Re: [PATCH 3/3] vmevent: Implement special low-memory attribute
From: Minchan Kim
Date: Fri May 04 2012 - 00:26:54 EST
On 05/01/2012 10:26 PM, Anton Vorontsov wrote:
> This is specially "blended" attribute, the event triggers when kernel
> decides that we're close to the low memory threshold. Userspace should
> not expect very precise meaning of low memory situation, mostly, it's
> just a guess on the kernel's side.
>
> Well, this is the same as userland should not know or care how exactly
> kernel manages the memory, or assume that memory management behaviour
> is a part of the "ABI". So, all the 'low memory' is just guessing, but
> we're trying to do our best. It might be that we will end up with two
> or three variations of 'low memory' thresholds, and all of them would
First of all, your calculation for available pages is very simple and
it's very specific of recent mobile phone.
But recent systems have various devices.
For example,
SSD : very fast server SSD which has lots of internal ram so that write is very fast.
thumb usb : very slow whihc has small ram
1) We can consider anon pages and dirty pages as available pages.
SSD thumb usb
rootfs 0
swap 0
2) We can consider anon pages as available pages but dirty page doesn't
SSD thumb usb
rootfs O
swap 0
3) We can consider dirty pages as available pages but anon doesn't
SSD thumb usb
rootfs O
swap O
4) We can't consider dirty pages and anon pages as available pages
SSD thumb usb
rootfs 0
swap 0
5) If we use zram as swap?
6) Another idea. If we use both zram and swap device(eMMC), then when zram is full,
we writes zram pages into swap device with align cluster size?
I mean we can select various option to define low memory state.
> be useful for different use cases.
Why should we do it in kernel side?
If vmevent will have VMEVENT_ATTR_[FILE|MOCK|DIRTY|WRITEBACK|SHMEM|ANON|SWAP]_PAGES
and so on which is needed by calculation, we can calculate it in userspace without
forking /proc/vmstat to see it.
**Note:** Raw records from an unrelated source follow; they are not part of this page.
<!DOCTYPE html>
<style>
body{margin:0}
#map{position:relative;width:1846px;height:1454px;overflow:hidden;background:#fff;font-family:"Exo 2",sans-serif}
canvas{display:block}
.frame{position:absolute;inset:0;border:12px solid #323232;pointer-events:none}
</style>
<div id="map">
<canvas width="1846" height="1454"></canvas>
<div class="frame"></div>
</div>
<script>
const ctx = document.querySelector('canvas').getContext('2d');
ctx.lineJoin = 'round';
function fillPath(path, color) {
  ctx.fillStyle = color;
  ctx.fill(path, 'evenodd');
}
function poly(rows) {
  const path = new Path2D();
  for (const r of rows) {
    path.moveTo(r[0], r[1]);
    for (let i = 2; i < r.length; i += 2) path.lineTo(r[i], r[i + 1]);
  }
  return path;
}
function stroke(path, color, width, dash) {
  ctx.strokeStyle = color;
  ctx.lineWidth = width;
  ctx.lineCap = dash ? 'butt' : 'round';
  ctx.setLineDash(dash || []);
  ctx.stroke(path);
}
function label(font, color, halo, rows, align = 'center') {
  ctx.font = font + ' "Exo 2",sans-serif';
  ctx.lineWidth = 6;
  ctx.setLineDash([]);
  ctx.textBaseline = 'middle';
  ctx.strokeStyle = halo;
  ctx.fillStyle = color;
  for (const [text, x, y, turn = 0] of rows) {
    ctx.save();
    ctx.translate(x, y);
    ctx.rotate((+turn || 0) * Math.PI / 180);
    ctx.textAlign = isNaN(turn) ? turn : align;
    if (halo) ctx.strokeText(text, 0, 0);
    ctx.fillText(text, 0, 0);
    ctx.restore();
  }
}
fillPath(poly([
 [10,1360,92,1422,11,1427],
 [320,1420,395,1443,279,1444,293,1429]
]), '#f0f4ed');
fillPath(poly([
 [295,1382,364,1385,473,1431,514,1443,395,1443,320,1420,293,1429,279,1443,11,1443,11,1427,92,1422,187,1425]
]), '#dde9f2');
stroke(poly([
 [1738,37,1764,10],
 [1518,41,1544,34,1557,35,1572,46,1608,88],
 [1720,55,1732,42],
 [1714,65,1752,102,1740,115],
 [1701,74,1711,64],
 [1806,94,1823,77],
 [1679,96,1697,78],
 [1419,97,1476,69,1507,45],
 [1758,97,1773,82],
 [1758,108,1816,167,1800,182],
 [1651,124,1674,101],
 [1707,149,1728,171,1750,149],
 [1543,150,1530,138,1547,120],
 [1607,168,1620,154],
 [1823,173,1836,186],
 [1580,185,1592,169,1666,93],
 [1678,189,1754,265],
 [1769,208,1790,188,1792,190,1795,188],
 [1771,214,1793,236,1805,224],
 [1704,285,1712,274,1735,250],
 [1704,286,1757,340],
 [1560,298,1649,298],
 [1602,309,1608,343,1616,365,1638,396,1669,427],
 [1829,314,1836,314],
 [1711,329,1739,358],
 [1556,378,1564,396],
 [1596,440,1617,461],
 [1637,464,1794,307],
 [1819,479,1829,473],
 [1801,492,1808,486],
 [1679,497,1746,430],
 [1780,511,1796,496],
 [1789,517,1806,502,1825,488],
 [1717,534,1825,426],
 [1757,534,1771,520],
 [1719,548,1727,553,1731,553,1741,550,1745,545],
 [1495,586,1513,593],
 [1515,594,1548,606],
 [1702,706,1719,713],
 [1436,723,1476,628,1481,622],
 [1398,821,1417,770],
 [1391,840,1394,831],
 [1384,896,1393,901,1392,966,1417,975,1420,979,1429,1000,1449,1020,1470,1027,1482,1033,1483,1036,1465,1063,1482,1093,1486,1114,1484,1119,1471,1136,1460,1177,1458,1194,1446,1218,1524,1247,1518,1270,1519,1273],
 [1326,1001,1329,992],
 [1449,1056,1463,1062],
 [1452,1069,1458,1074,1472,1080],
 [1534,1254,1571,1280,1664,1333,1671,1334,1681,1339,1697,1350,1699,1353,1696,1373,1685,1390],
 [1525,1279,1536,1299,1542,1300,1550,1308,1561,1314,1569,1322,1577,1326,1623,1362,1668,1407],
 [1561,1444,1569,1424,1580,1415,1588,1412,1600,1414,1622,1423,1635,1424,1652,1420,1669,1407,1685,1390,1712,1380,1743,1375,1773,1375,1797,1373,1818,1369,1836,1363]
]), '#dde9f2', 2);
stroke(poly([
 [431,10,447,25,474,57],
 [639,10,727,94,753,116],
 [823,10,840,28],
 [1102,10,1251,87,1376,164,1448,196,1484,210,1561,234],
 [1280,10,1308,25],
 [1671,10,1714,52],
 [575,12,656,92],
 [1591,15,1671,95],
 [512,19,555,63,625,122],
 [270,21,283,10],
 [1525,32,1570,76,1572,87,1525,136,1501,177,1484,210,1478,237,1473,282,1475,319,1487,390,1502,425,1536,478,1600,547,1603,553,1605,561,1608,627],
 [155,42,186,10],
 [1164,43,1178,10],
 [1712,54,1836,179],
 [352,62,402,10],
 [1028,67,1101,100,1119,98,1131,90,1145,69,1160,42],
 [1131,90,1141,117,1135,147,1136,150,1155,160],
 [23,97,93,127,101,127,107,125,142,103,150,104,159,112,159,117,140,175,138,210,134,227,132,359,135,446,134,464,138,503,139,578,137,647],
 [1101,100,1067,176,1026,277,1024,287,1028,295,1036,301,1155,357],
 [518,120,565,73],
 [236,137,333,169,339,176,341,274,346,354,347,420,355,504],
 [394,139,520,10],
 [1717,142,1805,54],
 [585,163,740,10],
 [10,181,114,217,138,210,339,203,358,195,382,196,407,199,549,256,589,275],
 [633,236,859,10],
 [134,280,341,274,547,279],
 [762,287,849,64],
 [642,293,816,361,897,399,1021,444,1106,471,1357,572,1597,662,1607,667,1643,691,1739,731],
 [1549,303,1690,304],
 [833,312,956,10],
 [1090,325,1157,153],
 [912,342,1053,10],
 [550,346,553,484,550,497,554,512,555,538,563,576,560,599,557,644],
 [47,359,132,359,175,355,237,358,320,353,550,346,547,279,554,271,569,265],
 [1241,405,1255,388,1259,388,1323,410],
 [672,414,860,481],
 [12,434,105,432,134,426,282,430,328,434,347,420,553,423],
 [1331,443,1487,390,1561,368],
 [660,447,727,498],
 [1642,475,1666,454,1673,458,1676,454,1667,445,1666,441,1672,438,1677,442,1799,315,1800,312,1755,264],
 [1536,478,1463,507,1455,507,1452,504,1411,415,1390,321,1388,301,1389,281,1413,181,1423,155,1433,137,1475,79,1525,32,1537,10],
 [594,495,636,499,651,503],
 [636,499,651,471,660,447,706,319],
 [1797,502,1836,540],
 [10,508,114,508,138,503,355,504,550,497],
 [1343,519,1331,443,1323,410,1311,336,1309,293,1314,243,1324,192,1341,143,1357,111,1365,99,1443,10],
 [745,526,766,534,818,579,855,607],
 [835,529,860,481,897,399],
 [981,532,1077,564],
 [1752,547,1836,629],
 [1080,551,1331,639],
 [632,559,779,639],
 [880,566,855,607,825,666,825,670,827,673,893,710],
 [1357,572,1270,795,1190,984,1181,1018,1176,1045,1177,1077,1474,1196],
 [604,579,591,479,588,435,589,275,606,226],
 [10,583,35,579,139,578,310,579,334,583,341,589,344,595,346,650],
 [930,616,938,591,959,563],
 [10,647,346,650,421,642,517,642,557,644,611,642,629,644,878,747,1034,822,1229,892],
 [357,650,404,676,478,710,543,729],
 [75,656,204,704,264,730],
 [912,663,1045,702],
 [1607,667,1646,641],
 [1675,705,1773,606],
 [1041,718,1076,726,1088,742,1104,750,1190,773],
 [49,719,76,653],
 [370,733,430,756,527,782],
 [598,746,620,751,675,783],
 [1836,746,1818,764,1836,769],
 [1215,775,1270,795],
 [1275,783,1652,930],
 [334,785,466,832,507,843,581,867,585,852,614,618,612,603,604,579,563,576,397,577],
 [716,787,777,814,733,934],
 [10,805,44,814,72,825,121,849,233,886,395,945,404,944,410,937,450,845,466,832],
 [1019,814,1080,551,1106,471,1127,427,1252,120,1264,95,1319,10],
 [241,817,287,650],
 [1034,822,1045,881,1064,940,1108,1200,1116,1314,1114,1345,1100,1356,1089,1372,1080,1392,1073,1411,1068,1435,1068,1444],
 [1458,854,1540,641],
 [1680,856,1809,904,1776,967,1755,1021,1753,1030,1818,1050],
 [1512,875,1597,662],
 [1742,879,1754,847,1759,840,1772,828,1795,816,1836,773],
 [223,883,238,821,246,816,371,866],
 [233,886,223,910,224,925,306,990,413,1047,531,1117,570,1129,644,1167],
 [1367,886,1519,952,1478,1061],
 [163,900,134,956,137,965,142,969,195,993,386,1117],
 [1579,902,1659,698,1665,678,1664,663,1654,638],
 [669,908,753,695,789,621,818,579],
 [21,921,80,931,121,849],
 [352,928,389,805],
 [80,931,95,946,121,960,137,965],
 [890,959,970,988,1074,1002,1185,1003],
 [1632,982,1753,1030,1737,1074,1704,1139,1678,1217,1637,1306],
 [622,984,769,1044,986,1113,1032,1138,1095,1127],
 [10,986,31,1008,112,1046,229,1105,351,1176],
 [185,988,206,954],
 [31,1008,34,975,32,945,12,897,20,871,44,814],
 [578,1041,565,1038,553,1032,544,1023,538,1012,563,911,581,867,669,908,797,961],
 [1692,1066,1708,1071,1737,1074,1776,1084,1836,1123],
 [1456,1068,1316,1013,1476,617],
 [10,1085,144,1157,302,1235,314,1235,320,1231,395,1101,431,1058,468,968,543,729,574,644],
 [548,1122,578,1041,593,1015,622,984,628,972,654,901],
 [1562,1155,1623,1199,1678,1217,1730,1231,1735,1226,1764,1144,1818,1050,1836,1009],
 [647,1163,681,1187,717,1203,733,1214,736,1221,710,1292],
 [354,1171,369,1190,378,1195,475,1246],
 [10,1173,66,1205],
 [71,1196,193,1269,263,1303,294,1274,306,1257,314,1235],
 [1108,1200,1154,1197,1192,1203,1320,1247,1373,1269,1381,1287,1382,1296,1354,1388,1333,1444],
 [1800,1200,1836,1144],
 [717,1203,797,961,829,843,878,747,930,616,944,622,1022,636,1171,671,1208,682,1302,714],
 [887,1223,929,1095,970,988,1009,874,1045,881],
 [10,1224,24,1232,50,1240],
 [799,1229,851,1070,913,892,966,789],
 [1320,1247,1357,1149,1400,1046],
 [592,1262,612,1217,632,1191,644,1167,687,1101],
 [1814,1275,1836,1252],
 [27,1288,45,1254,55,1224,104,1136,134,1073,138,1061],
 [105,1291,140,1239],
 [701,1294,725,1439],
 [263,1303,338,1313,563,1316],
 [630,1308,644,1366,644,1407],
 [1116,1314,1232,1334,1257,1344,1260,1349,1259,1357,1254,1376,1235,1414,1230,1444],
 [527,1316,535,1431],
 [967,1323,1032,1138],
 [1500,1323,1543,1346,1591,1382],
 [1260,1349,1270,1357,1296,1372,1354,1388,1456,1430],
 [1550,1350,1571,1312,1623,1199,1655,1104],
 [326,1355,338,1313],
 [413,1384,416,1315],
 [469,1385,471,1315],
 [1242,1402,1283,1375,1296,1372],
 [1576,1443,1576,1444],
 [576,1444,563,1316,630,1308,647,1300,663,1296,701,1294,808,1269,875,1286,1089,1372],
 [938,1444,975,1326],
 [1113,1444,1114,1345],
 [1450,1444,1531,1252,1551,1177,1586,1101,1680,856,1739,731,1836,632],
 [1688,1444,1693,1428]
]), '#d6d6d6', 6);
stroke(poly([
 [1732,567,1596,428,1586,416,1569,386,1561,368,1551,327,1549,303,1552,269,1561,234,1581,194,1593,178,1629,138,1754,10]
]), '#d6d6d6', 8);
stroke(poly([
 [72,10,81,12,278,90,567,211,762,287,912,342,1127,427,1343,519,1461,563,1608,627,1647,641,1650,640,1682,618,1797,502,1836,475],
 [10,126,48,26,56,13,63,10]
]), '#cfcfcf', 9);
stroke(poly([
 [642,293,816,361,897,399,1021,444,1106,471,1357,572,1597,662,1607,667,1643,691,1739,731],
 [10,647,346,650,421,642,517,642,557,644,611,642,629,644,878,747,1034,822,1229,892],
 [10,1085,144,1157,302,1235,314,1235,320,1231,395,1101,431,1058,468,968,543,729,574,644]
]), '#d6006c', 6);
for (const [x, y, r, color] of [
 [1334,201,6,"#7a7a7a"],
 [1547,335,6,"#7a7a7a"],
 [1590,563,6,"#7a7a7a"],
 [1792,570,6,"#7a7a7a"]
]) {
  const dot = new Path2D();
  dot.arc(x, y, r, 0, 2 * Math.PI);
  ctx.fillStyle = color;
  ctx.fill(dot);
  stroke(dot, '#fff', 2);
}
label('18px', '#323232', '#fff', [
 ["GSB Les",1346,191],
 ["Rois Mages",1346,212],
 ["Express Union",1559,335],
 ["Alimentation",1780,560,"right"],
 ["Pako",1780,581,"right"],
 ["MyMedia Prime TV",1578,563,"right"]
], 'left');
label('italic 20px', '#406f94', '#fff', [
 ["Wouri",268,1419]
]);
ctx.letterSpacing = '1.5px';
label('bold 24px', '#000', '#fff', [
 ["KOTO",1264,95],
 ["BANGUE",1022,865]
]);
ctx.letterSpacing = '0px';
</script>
So I think there is no problem to do it in userspace.
And even though we can solve above problem, it is possible to show up another new "blended" attribute
in future and it will suffer same problem, again. So IMHO, let's leave vmevent as it is which is
very raw attribute and let's do blended attribute in user space.
>
> For this implementation, we assume that there's a low memory situation
> for the N pages threshold when we have neither N pages of completely
> free pages, nor we have N reclaimable pages in the cache. This
> effectively means, that if userland expects to allocate N pages, it
> would consume all the free pages, and any further allocations (above
> N) would start draining caches.
>
> In the worst case, prior to hitting the threshold, we might have only
> N pages in cache, and nearly no memory as free pages.
>
> The same 'low memory' meaning is used in the current Android Low
> Memory Killer driver.
>
> Signed-off-by: Anton Vorontsov <anton.vorontsov@xxxxxxxxxx>
> ---
> include/linux/vmevent.h | 7 ++++++
> mm/vmevent.c | 40 ++++++++++++++++++++++++++++++++++
> tools/testing/vmevent/vmevent-test.c | 12 +++++++++-
> 3 files changed, 58 insertions(+), 1 deletion(-)
>
> diff --git a/include/linux/vmevent.h b/include/linux/vmevent.h
> index aae0d24..9bfa244 100644
> --- a/include/linux/vmevent.h
> +++ b/include/linux/vmevent.h
> @@ -10,6 +10,13 @@ enum {
> VMEVENT_ATTR_NR_AVAIL_PAGES = 1UL,
> VMEVENT_ATTR_NR_FREE_PAGES = 2UL,
> VMEVENT_ATTR_NR_SWAP_PAGES = 3UL,
> + /*
> + * This is specially blended attribute, the event triggers
> + * when kernel decides that we're close to the low memory threshold.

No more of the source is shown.